3.1.4. Functionality for handling tabular data

Considering the professional level of staff handling computers at Regional Authorities two user groups can be distinguished:

- A-type users with little knowledge of making SQL queries

A special, so-called "Navigation module" has been developed for them querying the system from an easy-to-use interface. Its function is based on creating special ORACLE VIEWs while importing data from the original sub-systems. Columns of these VIEWs are selected by the users. They represent the most frequently queried information defined in EPTIC and needed for day-to-day work. The "Navigation module" allows querying all the sub-systems according to these columns. Selection can be made upon the following parameters:

- Specifying an area on map or from table

- Specifying factors

- Specifying a time interval

- Specifying a function

A new VIEW can be created upon the results of the query that can be transferred to ArcView via DDE for spatial representation or further selection. Quite naturally, the "Navigation module" does not allow the analysis of data omitted in the related VIEW. The "Navigation module" creates the SQL queries on screen, according to these selections. These queries can then be saved in a "Query library".

- B-type professional users

They are staff members proficient in SQL. They are free to use all advantages offered by SQL and to analyse any type of data imported into ORACLE tables or VIEWs.

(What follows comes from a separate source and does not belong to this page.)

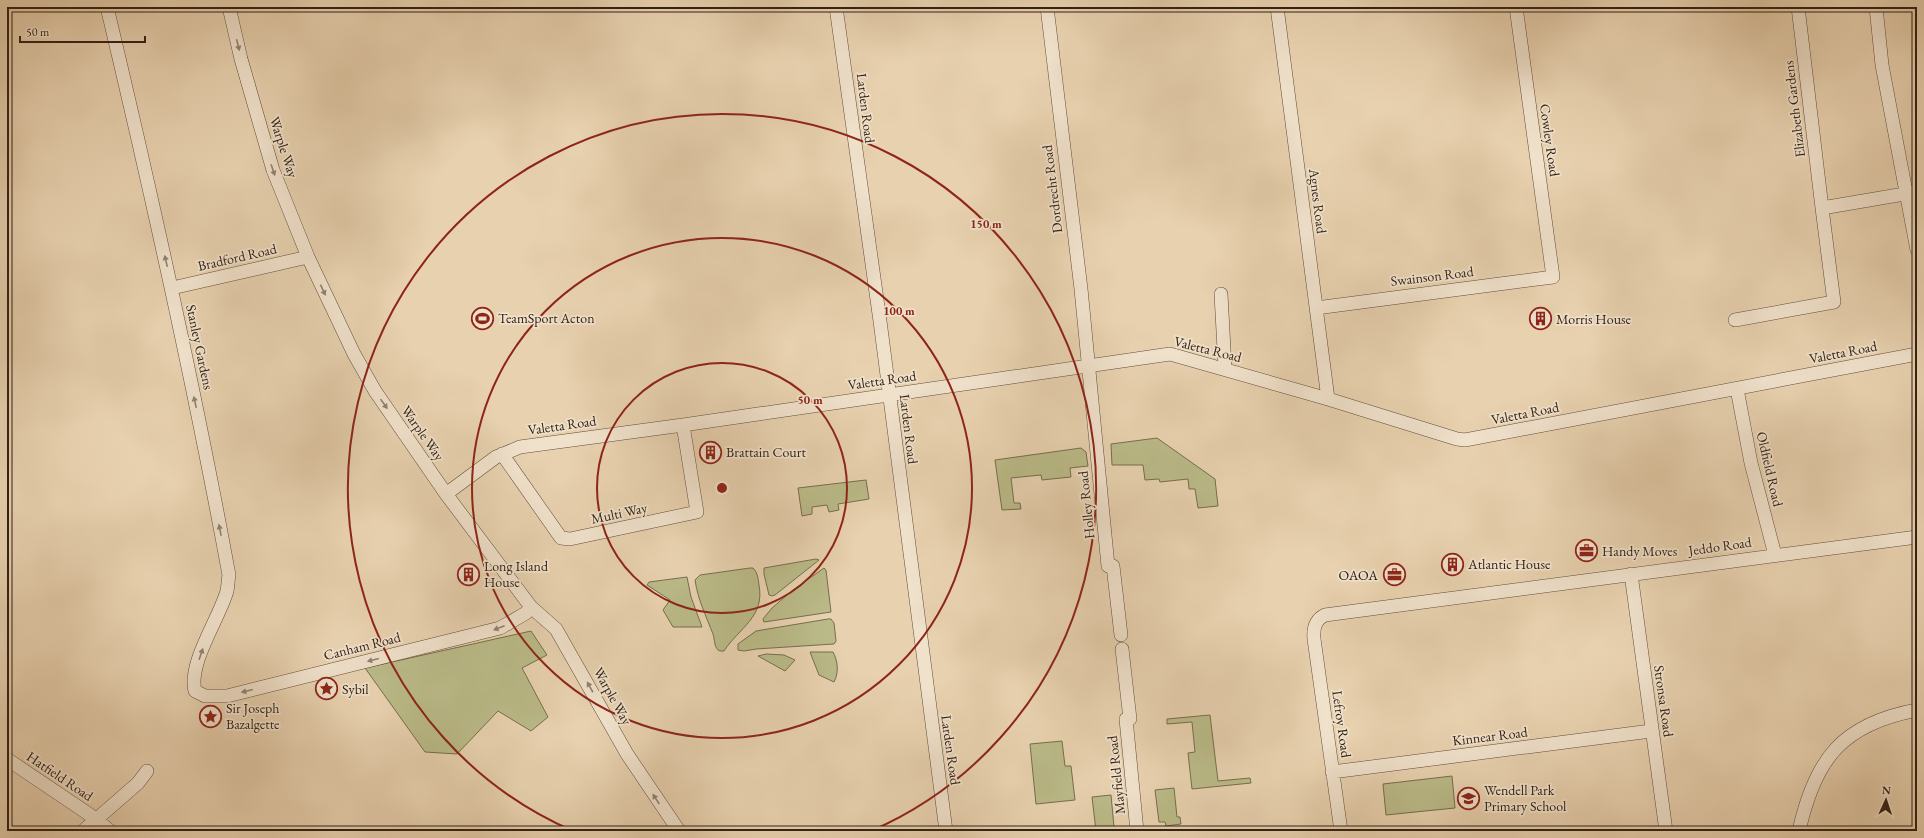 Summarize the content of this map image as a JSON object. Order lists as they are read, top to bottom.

The user interface of the Sub-system for Environment Protection is composed of two modules: the ArcView and the ORACLE module. They have to be activated independently. Map initialisation representing the establishment of connection between them through DDE protocol is realised by activating a button in the ORACLE interface. The following passage gives a short description of the main functionalities of the mapping module.

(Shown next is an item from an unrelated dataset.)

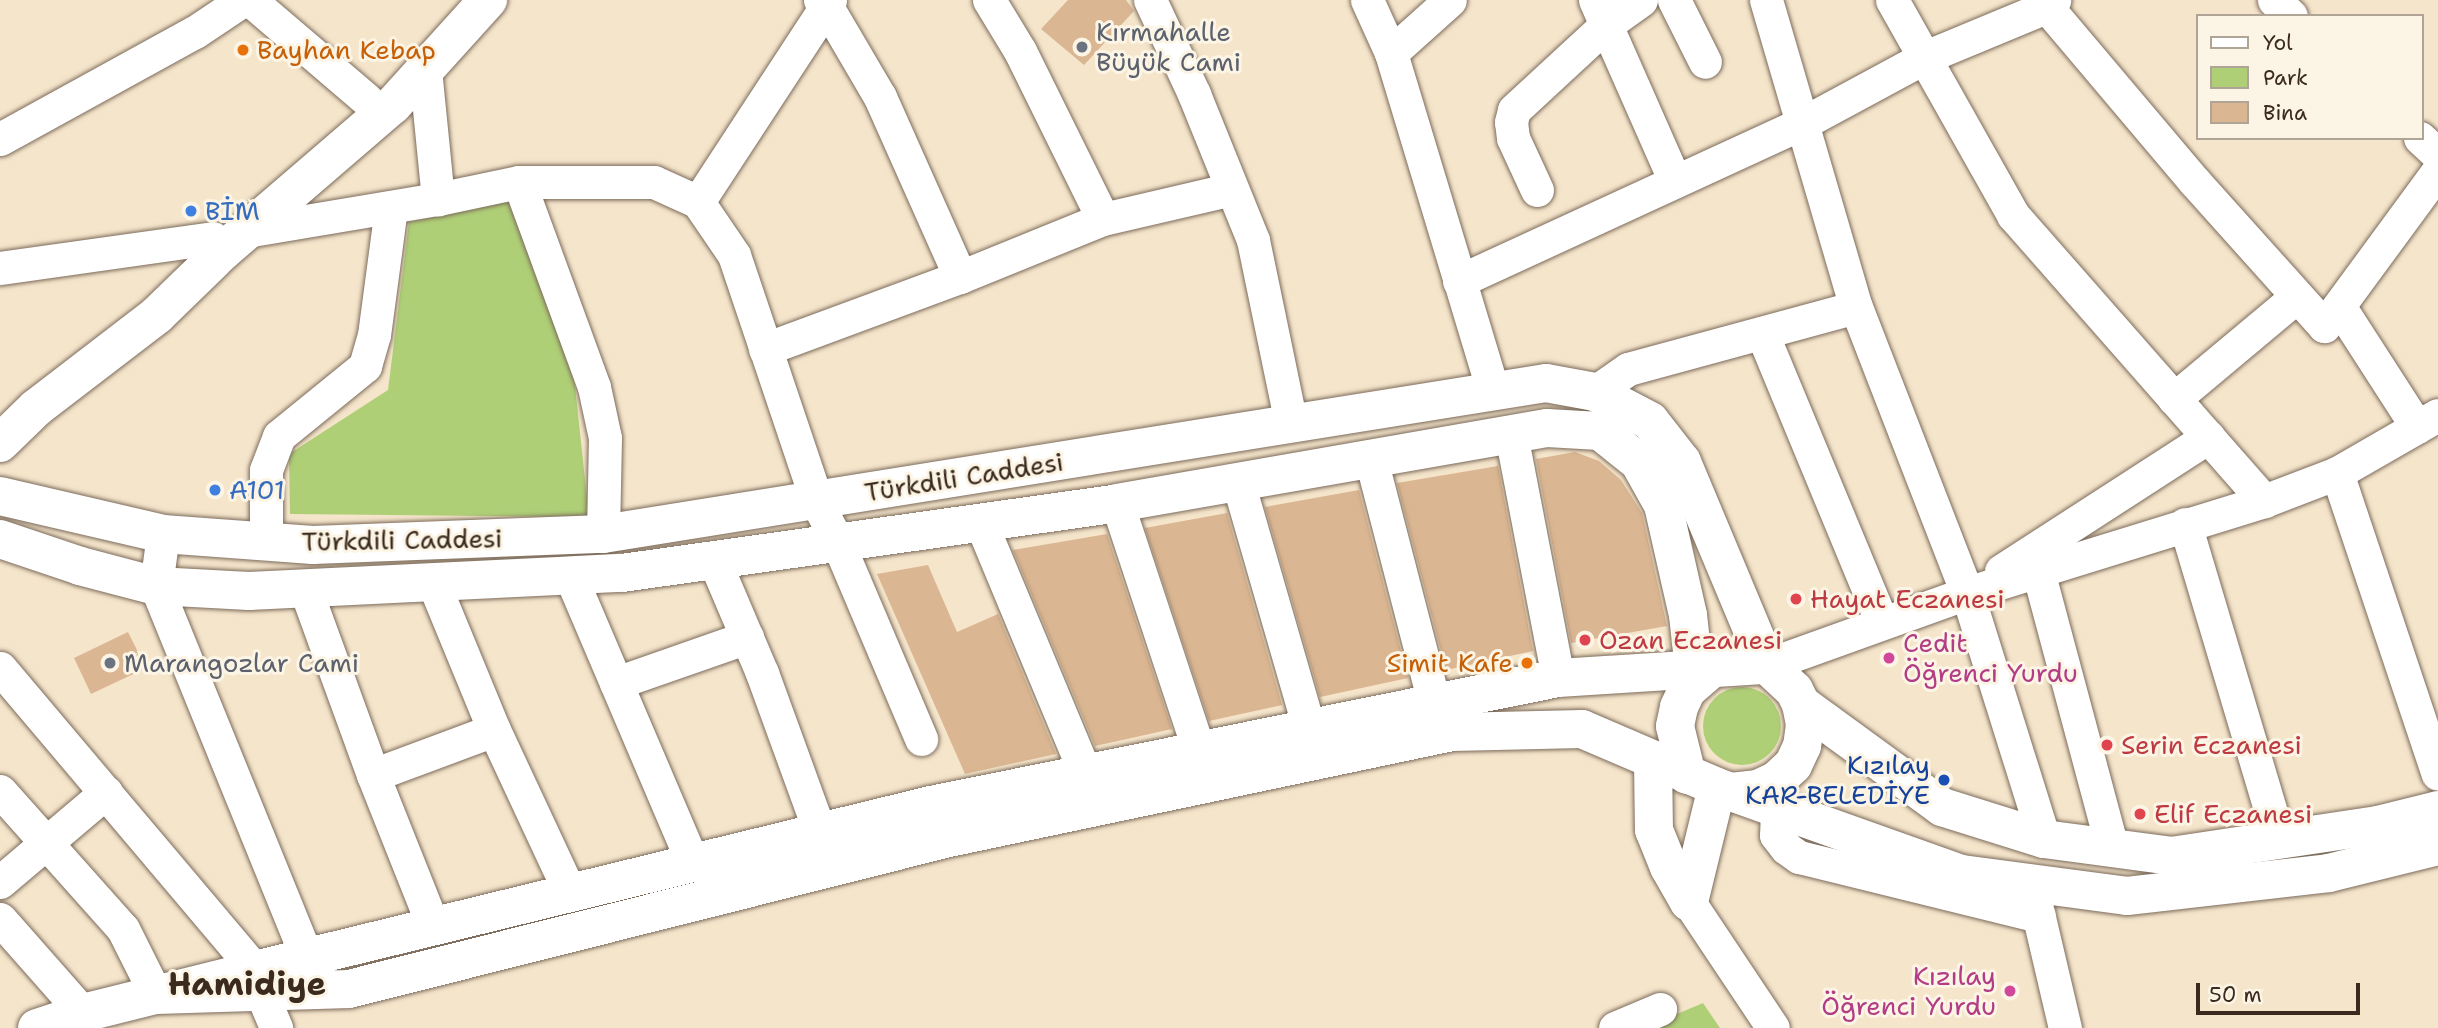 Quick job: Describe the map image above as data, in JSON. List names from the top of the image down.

3.1.5. Functionality for managing maps

- Coverage processing

This module is designed for loading coverages available on the server (like the 1:25,000-scale topographic maps digitised in the frame of a related project), coverages deriving from the professional systems as well as those created and maintained by the specific users. The latter will be represented according to the user-defined legend. This module also supports the registration of new coverages and the positioning of raster files.

- Processing of the objects of professional systems

Apart from selection and spatial representation of the objects this is the module supporting their georeferencing i.e. registering their coordinates in the register table of objects by pointing on a map.

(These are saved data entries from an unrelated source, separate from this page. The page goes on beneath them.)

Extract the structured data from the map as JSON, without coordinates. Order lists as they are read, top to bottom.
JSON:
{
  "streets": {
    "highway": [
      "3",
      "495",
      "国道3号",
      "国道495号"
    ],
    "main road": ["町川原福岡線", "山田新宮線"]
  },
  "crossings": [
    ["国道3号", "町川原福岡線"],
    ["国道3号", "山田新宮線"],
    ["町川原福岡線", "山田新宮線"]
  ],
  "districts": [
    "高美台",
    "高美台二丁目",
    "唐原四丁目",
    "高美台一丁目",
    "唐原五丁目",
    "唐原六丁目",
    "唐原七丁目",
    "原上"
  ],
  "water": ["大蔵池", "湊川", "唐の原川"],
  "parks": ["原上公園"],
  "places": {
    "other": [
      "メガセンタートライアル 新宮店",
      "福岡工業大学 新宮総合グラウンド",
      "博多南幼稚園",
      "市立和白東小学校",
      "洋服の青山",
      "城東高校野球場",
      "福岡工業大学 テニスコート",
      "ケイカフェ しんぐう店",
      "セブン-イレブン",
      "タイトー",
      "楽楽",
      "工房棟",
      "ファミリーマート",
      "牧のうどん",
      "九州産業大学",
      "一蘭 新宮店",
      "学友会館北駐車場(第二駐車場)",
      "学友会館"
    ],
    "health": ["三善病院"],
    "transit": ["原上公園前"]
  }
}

- Selection of objects on map

This supports the representation of the results of selections from ORACLE tables on a map. The represented objects can be submitted to further selection giving a new ORACLE VIEW or table. In order to use this module efficiently all records (objects) making up the result of query have to be georeferenced. The select statement issued in the SQL*PLUS environment or in the "Navigation module" results in an ORACLE VIEW that can be transferred to ArcView for representation.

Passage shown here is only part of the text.